District drops preference for “non-Christian” teachers

When hiring teachers, “special consideration shall be given to women and/or minority defined as: Native American, Asian American, Latino, African American and those of the non-Christian faith,” reads the teachers’ union contract in Ferndale, Michigan. Earlier in the contract, however, a clause bans discrimination based on religion, notes Michigan Capitol Confidential.
The “non-Christian” language is “antiquated” and will be deleted, said a spokeswoman for Ferndale Public Schools. “The district does not discriminate in hiring on the basis of religion or other related issues,” she said.

Apparently, the language was added in the late ’70s. My guess is that someone noticed an increase in Muslim students and thought it would be nice to hire some Muslim teachers. But are Asian-American teachers underrepresented relative to the number of Asian-American students? I doubt it. And I’m sure there are plenty of female teachers in Ferndale. Why not “special consideration” for men?

It’s not clear that students learn more from a teacher of the same race, ethnicity or religion. But I’d have no problem with a school district that gave special consideration to applicants from the students’ neighborhoods and cultures. Should that kind of discrimination be OK?

About Joanne

Comments

  1. Mark Roulo says:

    “But I’d have no problem with a school district that gave special consideration to applicants from the students’ neighborhoods and cultures. Should that kind of discrimination be OK?”
     
    Joanne, are you asking what the commenters think the law should be or are you asking what the law *IS*?
     
    Going mostly from memory of a class I took on keeping hiring within the law, employers are forbidden to base hiring decisions on:
    *) Age (you *can* discriminate against the young, but not those over 40)
    *) Sex
    *) Race
    *) Immigration status (we can ask if the person has a legal right to work)
    *) Religion
    *) Disability
    *) Pregnancy status
    *) Marital status
    *) Presence or absence of children
     
    This is the “Equal Opportunity Employer” bit. Pretty obviously, the law is not always followed. In addition, we are an “affirmative action” employer and so, in theory, we also have a preference for:
    *) Minorities (non-white), and
    *) Women
     
    I supposed one could select on culture without bringing in race or nation of origin, but it would be difficult.
     
    Hiring based on local (not nation of origin) geography is fine.

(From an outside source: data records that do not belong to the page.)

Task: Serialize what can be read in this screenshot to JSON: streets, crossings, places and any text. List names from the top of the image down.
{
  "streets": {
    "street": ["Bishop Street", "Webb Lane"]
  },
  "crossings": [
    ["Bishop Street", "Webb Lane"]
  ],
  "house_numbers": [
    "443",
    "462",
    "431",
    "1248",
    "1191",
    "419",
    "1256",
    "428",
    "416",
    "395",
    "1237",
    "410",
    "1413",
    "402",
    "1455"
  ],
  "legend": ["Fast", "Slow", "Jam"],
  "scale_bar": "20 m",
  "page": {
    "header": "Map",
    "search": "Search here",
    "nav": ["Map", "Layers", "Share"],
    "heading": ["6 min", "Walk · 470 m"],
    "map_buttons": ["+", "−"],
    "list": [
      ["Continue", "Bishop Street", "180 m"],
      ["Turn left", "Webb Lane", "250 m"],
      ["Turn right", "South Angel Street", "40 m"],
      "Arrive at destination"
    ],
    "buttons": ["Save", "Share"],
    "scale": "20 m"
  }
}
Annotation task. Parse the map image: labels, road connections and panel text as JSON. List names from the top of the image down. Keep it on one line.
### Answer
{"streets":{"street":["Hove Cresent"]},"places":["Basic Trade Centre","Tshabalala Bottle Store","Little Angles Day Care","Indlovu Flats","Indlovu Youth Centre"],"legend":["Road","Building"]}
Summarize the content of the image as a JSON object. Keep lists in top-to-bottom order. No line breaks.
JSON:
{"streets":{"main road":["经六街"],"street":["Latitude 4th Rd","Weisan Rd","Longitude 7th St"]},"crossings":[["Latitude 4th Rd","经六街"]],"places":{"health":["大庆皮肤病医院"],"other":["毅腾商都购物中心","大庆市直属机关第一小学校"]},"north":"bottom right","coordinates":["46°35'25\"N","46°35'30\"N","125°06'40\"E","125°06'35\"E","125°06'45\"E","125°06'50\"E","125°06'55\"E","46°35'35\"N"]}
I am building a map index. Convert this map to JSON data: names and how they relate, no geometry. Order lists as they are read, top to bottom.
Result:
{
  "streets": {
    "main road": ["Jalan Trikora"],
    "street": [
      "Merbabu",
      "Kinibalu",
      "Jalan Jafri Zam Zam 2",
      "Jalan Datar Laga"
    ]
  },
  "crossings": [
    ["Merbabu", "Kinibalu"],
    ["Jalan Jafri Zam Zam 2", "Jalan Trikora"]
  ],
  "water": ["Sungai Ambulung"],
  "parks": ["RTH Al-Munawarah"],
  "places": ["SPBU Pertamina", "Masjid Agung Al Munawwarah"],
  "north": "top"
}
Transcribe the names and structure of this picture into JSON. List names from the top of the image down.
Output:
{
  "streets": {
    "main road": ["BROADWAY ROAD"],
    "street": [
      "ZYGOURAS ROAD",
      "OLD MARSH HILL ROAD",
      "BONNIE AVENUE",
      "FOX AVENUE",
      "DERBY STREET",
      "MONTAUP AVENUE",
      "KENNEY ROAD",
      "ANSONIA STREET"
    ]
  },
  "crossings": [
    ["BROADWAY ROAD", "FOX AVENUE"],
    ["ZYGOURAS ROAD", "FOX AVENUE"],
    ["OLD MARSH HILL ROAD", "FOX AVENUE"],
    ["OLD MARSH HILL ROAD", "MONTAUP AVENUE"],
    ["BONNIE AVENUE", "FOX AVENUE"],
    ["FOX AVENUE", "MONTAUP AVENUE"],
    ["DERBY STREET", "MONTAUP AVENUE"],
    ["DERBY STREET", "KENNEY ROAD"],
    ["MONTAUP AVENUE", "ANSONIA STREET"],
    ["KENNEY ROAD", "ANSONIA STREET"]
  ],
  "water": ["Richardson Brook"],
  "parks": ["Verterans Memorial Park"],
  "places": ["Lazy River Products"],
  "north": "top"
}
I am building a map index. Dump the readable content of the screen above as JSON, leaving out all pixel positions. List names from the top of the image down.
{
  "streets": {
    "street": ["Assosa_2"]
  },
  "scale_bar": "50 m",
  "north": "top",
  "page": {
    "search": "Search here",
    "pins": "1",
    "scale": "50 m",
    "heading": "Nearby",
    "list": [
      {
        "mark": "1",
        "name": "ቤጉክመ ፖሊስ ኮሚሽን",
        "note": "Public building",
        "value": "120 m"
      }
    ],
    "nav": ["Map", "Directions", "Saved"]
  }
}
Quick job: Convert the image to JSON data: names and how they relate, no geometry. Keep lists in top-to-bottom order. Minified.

  2. Whatever happened to judging by the content of character?

    And if there is to be a “separation of church and state” as that idea is currently defined, isn’t it a violation to consider an applicants religion? Where were the atheists these last 40 years so eager to sue over the slightest hint of Christianity?

  3. Richard Aubrey says:

    Strikes me that members of the unspecial consideration group might feel they have a beef, legally and lawsuit-wise, if they weren’t hired. And if that goes back nearly forty years, there will be a lot of them.